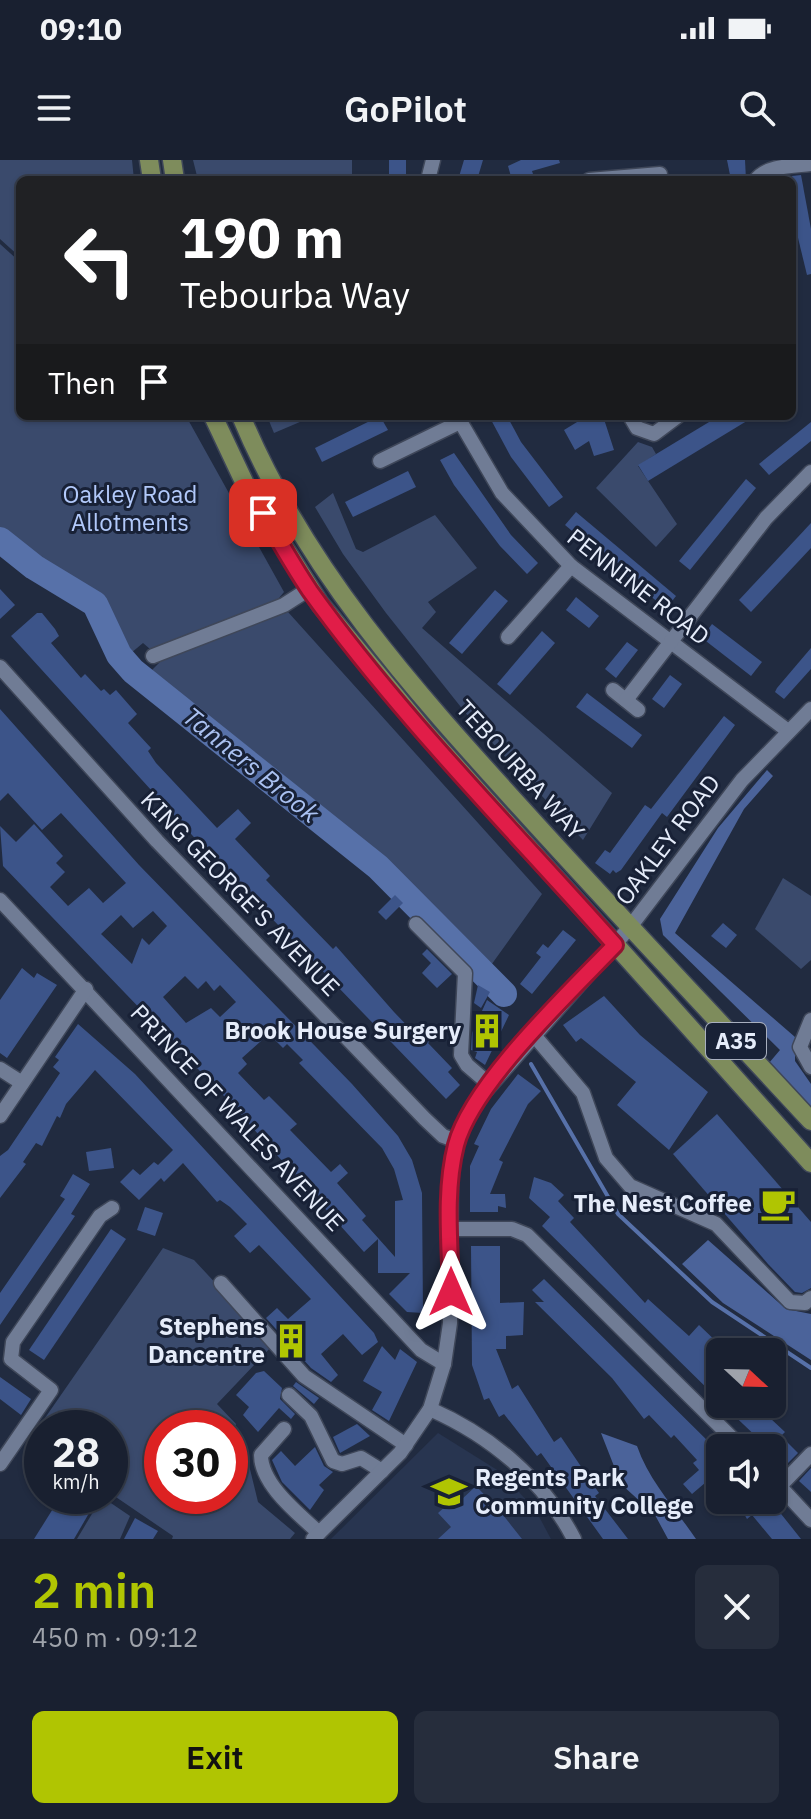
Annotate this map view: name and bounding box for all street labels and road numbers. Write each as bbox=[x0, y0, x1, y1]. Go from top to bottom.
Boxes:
street label: PENNINE ROAD bbox=[561, 521, 716, 652]
street label: TEBOURBA WAY bbox=[449, 692, 592, 846]
street label: OAKLEY ROAD bbox=[608, 768, 727, 911]
street label: KING GEORGE'S AVENUE bbox=[134, 784, 347, 1003]
street label: PRINCE OF WALES AVENUE bbox=[124, 997, 352, 1238]
road number: A35 bbox=[706, 1023, 766, 1059]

=======

■ **Task goal**
Images in the data above are to be skipped. Retype all other material exactly.

■ **Exercise output**
Annotate this map view: name and bounding box for all street labels and road numbers. Write each as bbox=[x0, y0, x1, y1]. Go from top to bottom.
Boxes:
street label: PENNINE ROAD bbox=[561, 521, 716, 652]
street label: TEBOURBA WAY bbox=[449, 692, 592, 846]
street label: OAKLEY ROAD bbox=[608, 768, 727, 911]
street label: KING GEORGE'S AVENUE bbox=[134, 784, 347, 1003]
street label: PRINCE OF WALES AVENUE bbox=[124, 997, 352, 1238]
road number: A35 bbox=[706, 1023, 766, 1059]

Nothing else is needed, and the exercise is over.